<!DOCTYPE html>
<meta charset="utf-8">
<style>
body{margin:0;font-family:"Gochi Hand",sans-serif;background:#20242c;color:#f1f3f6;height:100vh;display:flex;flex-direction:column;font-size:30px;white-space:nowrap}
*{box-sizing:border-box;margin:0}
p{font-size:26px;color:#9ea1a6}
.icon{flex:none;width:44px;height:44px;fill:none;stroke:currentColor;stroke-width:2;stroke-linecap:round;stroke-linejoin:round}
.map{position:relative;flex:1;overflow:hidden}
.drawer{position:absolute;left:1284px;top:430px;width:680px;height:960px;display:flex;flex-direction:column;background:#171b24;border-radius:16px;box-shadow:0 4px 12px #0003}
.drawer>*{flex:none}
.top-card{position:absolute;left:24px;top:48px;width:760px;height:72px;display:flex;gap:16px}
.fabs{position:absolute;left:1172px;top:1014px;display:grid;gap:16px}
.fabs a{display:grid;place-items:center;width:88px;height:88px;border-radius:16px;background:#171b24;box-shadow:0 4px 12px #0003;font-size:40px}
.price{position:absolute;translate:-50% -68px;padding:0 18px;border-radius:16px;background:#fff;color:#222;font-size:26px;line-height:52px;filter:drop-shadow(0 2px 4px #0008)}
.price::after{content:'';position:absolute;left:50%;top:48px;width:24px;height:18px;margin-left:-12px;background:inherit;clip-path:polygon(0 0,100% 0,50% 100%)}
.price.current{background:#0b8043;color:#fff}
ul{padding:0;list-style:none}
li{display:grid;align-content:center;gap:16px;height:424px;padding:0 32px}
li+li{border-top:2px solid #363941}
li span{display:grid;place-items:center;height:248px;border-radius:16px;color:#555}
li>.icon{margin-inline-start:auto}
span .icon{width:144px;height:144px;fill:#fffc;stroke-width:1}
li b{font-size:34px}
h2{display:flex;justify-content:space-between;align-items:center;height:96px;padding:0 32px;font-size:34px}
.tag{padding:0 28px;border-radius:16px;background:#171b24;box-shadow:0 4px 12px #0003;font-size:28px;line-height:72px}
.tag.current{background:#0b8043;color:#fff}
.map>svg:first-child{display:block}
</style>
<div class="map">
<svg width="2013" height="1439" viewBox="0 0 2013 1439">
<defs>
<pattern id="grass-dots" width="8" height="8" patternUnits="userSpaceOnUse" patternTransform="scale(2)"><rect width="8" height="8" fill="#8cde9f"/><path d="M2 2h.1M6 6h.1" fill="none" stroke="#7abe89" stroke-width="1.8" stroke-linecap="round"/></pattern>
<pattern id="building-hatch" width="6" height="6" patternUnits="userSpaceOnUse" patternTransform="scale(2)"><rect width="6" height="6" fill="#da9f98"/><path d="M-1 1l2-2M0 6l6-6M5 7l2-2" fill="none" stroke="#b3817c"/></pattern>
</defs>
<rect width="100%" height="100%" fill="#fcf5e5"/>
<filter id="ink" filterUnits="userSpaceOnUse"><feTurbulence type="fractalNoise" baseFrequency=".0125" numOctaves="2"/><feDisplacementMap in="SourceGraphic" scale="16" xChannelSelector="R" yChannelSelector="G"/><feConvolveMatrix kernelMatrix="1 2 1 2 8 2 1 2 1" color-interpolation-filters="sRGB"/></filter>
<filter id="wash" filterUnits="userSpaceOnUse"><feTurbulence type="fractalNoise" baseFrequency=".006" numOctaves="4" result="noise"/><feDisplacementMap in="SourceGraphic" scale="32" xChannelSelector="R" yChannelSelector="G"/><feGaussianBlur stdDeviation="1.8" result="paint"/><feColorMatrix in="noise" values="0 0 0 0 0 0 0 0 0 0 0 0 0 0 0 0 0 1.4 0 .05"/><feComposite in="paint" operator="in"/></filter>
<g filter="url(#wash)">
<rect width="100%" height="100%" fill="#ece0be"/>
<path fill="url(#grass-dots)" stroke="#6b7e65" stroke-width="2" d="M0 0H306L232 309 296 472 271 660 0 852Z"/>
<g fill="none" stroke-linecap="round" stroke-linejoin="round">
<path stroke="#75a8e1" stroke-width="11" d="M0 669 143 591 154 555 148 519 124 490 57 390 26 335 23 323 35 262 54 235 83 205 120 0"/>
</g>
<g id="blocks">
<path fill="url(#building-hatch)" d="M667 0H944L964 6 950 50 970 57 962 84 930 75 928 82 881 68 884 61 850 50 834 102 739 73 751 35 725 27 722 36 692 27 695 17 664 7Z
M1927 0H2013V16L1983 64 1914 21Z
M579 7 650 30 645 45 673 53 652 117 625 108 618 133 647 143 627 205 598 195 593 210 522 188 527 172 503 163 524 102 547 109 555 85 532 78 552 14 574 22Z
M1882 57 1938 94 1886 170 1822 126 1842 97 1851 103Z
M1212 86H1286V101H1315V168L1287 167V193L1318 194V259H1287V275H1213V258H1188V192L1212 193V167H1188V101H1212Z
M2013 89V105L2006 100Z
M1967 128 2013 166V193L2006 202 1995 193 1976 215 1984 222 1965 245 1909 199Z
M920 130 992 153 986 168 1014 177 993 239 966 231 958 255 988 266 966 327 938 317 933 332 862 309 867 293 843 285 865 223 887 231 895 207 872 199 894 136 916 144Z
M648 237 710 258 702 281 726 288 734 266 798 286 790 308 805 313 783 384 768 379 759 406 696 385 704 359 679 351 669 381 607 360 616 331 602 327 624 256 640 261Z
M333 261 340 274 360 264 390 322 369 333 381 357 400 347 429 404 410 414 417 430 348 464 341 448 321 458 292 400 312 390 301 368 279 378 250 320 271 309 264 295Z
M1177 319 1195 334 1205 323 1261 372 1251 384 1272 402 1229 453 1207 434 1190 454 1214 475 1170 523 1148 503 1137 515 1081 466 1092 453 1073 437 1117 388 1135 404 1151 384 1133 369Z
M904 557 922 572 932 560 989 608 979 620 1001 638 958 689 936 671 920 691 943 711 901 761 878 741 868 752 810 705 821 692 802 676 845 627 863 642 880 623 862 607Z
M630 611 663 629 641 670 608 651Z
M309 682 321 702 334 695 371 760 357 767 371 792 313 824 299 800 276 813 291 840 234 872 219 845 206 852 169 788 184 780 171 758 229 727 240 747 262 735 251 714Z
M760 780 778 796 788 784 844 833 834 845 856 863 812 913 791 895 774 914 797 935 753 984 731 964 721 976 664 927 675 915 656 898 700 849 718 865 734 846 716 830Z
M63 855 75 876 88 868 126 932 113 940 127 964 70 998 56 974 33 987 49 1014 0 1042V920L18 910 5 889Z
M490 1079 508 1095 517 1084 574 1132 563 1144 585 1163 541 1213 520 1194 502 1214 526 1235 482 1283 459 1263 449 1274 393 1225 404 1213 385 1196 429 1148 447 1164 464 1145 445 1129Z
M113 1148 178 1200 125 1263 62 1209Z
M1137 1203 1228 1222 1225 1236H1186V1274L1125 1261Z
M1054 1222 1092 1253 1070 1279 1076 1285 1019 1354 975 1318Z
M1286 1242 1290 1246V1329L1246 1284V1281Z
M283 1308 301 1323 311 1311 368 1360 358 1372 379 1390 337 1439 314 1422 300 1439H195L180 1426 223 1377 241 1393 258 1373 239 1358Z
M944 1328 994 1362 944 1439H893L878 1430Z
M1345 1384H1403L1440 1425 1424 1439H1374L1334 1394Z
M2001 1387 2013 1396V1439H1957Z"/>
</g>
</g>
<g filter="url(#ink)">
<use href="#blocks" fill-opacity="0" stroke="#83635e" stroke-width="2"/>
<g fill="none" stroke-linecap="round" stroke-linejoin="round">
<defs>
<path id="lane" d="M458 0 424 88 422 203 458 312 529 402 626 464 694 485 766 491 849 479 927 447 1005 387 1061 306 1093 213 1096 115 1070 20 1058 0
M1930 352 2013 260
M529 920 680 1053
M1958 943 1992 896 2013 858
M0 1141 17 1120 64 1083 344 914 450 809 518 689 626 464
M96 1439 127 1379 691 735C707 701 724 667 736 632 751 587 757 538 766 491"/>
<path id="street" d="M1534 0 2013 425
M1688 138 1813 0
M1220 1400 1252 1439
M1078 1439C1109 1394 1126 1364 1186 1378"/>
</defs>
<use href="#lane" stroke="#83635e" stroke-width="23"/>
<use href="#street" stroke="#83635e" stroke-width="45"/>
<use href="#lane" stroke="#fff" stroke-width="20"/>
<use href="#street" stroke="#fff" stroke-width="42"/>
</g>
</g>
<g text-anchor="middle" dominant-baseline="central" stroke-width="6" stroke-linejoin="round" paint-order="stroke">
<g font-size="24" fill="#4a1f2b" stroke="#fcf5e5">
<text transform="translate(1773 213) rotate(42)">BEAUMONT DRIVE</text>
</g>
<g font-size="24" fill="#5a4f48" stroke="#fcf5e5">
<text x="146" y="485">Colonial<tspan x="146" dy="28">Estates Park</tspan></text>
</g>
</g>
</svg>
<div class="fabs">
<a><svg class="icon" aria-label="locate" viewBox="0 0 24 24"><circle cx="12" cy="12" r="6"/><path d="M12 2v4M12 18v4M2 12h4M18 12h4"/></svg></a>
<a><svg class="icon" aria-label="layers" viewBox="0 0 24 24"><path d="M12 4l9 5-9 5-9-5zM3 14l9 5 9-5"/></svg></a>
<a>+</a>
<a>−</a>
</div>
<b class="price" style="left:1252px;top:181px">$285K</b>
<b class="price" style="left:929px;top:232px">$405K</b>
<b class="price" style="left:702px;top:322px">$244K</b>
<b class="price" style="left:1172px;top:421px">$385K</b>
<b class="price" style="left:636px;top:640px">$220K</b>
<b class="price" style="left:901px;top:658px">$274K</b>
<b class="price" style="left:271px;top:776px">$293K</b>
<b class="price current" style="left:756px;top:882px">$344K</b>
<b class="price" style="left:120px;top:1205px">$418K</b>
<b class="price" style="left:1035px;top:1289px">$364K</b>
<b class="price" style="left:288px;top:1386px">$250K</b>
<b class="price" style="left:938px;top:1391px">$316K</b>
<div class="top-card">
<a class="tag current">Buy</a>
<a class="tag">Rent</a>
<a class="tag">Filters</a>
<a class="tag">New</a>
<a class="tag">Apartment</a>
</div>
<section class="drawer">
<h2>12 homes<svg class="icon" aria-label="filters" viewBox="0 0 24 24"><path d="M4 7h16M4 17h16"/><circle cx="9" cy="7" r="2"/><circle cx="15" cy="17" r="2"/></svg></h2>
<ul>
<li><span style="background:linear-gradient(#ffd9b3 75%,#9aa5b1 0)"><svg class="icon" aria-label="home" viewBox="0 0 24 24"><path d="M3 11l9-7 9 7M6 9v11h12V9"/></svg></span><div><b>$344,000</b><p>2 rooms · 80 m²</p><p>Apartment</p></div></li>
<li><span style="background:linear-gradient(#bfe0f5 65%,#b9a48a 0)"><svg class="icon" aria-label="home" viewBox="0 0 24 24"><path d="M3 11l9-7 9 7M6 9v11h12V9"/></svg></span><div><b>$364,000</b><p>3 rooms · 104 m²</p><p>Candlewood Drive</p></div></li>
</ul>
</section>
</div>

##############################

▶ What is required
Scan the data for lines with the word "feDisplacementMap". Report only how many there are.

▶ Completed task
2